Después de varias horas andando entre la neblina, cubierta con un impermeable de pies a cabeza y sosteniendo un paraguas en la mano, llego al hotel. En el cartel junto al nombre, un lago pintado y un templo a su lado. ¿Así que esas son las vistas? A mi alrededor, cuatro casas de colorines que no parecen estar habitadas. Llamo a la puerta con los nudillos congelados y me convenzo, mirando fijamente hacia la chimenea humeante, de que no me voy a quedar sin techo a 4300 metros de altitud. Se abre la puerta y después de unos cuantos intentos, una mujer jovial me hace pasar al interior. Ni rastro de turistas, y la verdad, no me sorprende. Me saco la ropa empapada y me siento cerca de la estufa, al lado de una familia de locales. Me miran, los miro, sonreímos.
Observo a mi alrededor, el ambiente que se respira en estos hoteles de montaña es místico. Las alfombras, los gorritos a la venda que rodean la estancia a modo de cenefa, los marcos variopintos de las ventanas y hasta la ropa colgando encima de la estufa, se combinan en un batiburrillo de colores vivos, a la imagen del carácter de los nepalís. La dueña me trae un té caliente de bienvenida y le doy las gracias con un gesto. Los chiquitines de la familia me miran con curiosidad y los padres intentan simular naturalidad, pero en el fondo, sé que se preguntan lo mismo que yo: "¿Qué hago aquí?"

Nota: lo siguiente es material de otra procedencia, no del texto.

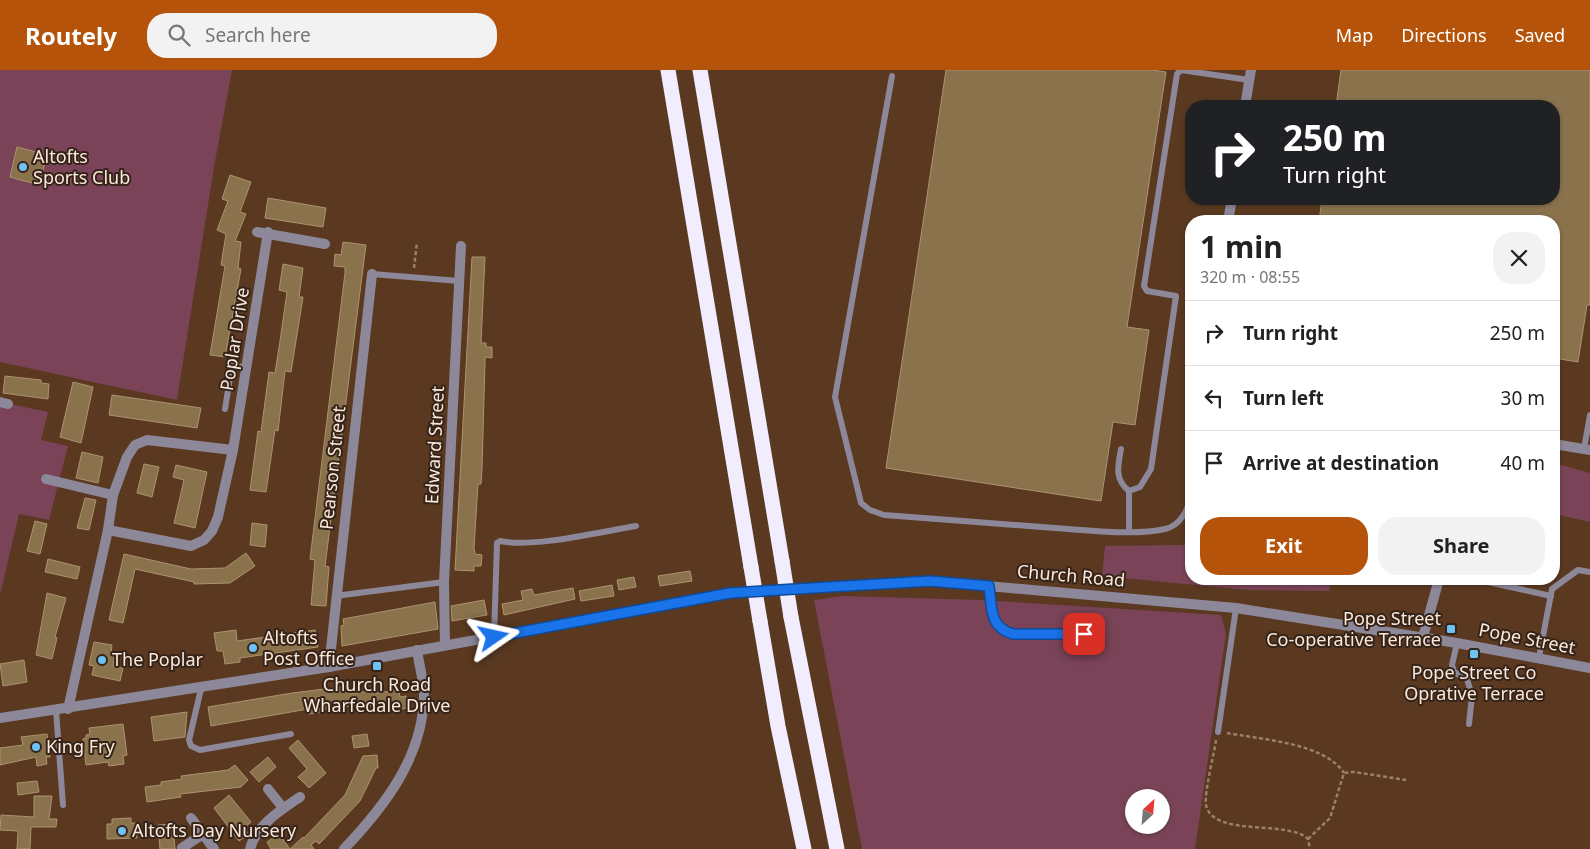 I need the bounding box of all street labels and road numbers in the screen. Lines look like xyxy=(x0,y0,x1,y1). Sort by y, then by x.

Silencio. Miro hacia fuera por la ventanita desde donde se oye silbar el viento y me pierdo en mis pensamientos. Recuerdo que, de camino al hotel, vi a lo lejos una familia de granjeros. Me acerqué. Eran las 7 de la mañana y la madre hacía dos horas que estaba ordeñando yaks bajo la lluvia, sin inmutarse. El padre estaba cargando con 80 kg de leche a sus espaldas para bajarla a la quesería, que se encontraba 6 kilómetros. De la casa de hojalata, salió un niño pequeño con un gorro rosa que resaltaba el color de su cara risueña. Jugamos un rato, la madre me invitó a pasar, nos preparó un té y comunicamos alegremente con señas y alguna que otra palabra en inglés. Al marchar, me di cuenta de que sólo tenían su casita, sus yaks y sus pocos ahorros que invertían en cosas imprescindibles. Ningún capricho. Vivían al día a día, pendientes de si los animales les darían suficiente leche como para pasar el duro invierno, cumpliendo eficazmente sus tareas bajo la lluvia, el frío y este ambiente húmedo que no daba tregua, teniendo en mente el único objetivo de sacar adelante la familia. No había tiempo para pensar en nada más. Oigo como cae un cacharro en la cocina y sobresalto. Es hora de cenar. Miro de nuevo a la familia de al lado, que ha vuelto a sus cosas, y me pregunto a mi vez porqué estarán aquí. Seguramente para ellos, el hotel es un simple lugar de paso, un refugio de las inclemencias del tiempo y tal vez de las de la vida, por un rato. Para mí, este hotel es un universo paralelo, que te obliga a parpadear y tomar conciencia de lo que es realmente importante. No poder contemplar los paisajes, por los que la gente suele hacer este trekking, me fuerza a centrarme en lo humano y me fijo en muchas cosas en las que no hubiera prestado tanta atención contemplando la majestuosidad de las montañas.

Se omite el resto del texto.